Encore une fois, les regards des hommes s'entrelacèrent. Jusqu'à ce que finalement Rey choisisse de baisser la tête pour chuchoter à Luana, juste avant qu'elle n'ait fini de parler.
« Bien sûr… »
« On doit parler. »
« Hein ? » Levant les yeux pour fixer le visage du noble, Luana fronça à nouveau les sourcils. « De quoi veux-tu parler ? »
Valerie et Pedro semblaient tous les deux attendre, mais maintenant Rey avait de nouveau parlé.
« Entrez d'abord, Mademoiselle Valerie. Je dois parler à ma femme un instant », demanda poliment Rey.
Valerie n'avait certainement aucune objection à cela, car il semblait que Pedro jetait maintenant un regard assez pointu à Rey et Luana.
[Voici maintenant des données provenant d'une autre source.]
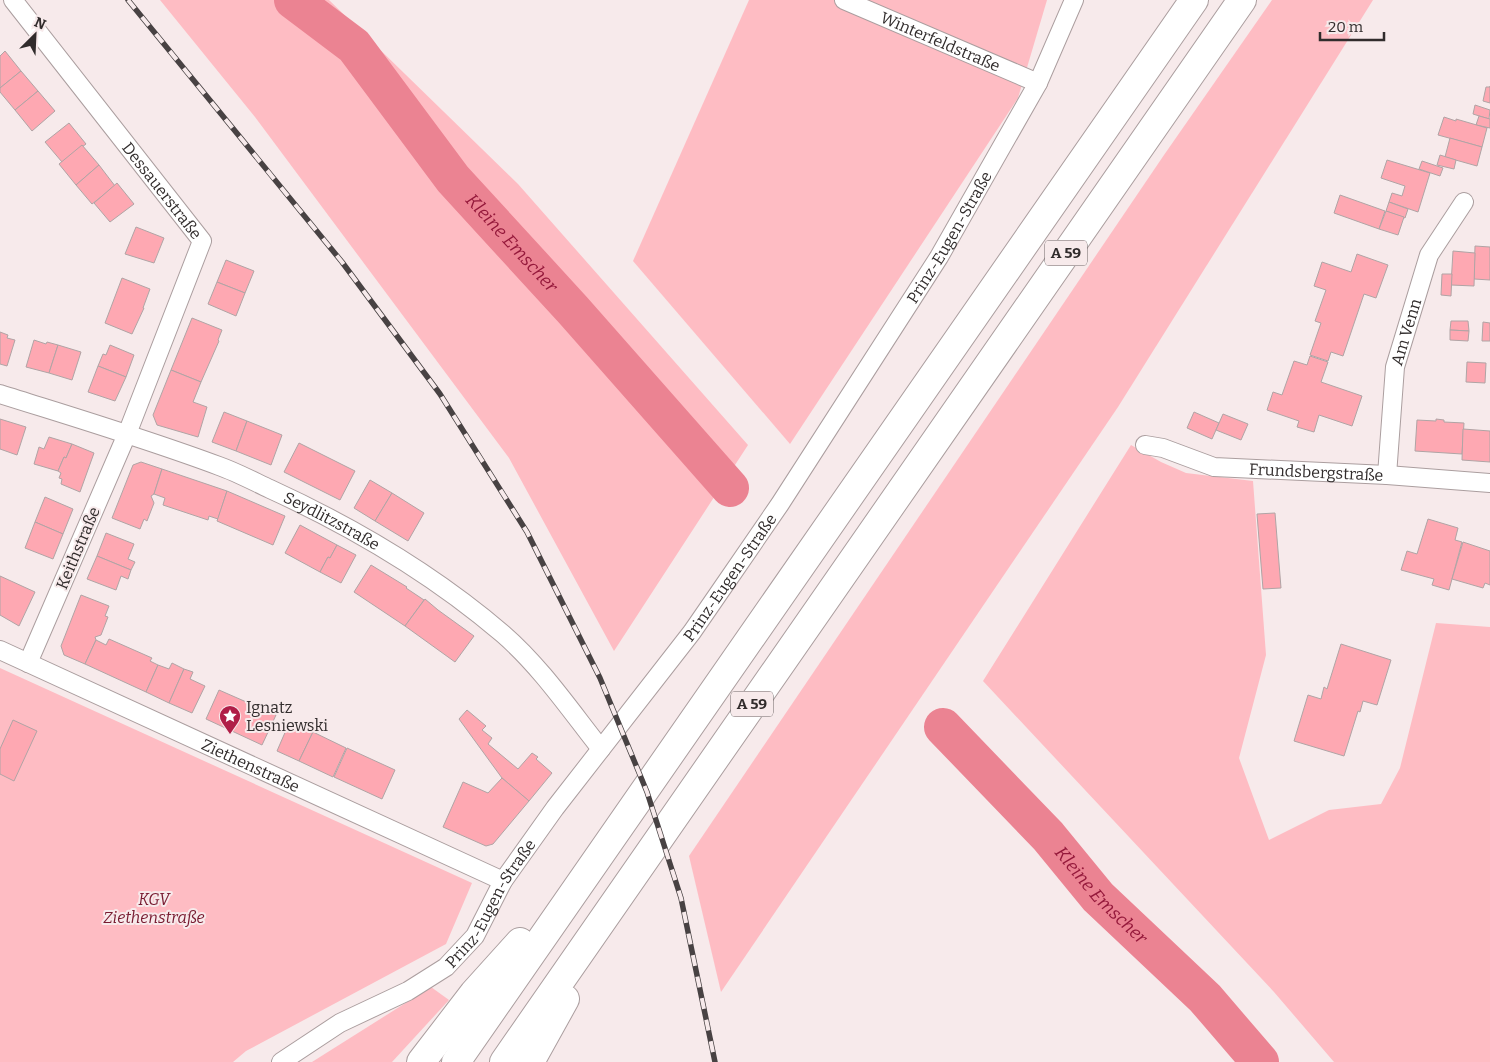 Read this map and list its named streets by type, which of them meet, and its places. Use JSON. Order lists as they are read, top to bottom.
{
  "streets": {
    "highway": ["A 59"],
    "street": [
      "Winterfeldstraße",
      "Dessauerstraße",
      "Prinz-Eugen-Straße",
      "Am Venn",
      "Frundsbergstraße",
      "Seydlitzstraße",
      "Keithstraße",
      "Ziethenstraße"
    ]
  },
  "crossings": [
    ["Winterfeldstraße", "Prinz-Eugen-Straße"],
    ["Dessauerstraße", "Seydlitzstraße"],
    ["Dessauerstraße", "Keithstraße"],
    ["Prinz-Eugen-Straße", "Seydlitzstraße"],
    ["Prinz-Eugen-Straße", "Ziethenstraße"],
    ["Am Venn", "Frundsbergstraße"],
    ["Seydlitzstraße", "Keithstraße"],
    ["Keithstraße", "Ziethenstraße"]
  ],
  "water": ["Kleine Emscher"],
  "parks": ["KGV Ziethenstraße"],
  "places": {
    "place": ["Ignatz Lesniewski"]
  },
  "scale_bar": "20 m",
  "north": "top right"
} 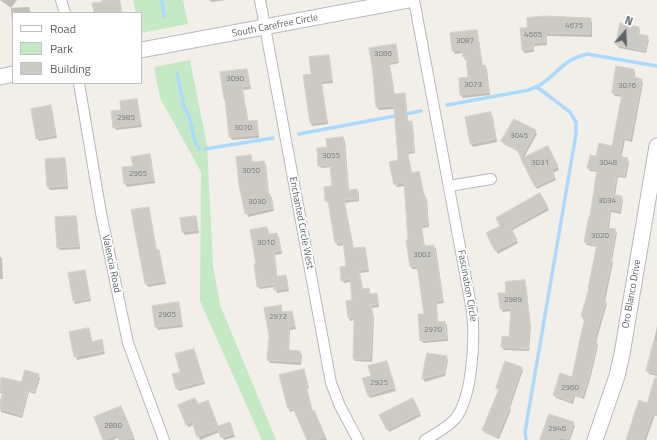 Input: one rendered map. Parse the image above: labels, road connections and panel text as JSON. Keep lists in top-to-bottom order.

Bien qu'il ait choisi de rester silencieux, Pedro ne fit pas semblant de ne pas remarquer Luana.
Un peu mal à l'aise, il ne savait même pas pourquoi il souhaitait que le couple d'humains devant lui lâche rapidement prise.
« Très bien, Monsieur Rey. Profitez de votre temps », répondit Valerie non moins gracieusement, maintenant que la femme avait recommencé à tapoter le bras de Pedro pour l'encourager à continuer.
Pedro se conforma finalement à la demande de Valerie, bien qu'il ait volé un autre coup d'œil avant de faire réellement un pas.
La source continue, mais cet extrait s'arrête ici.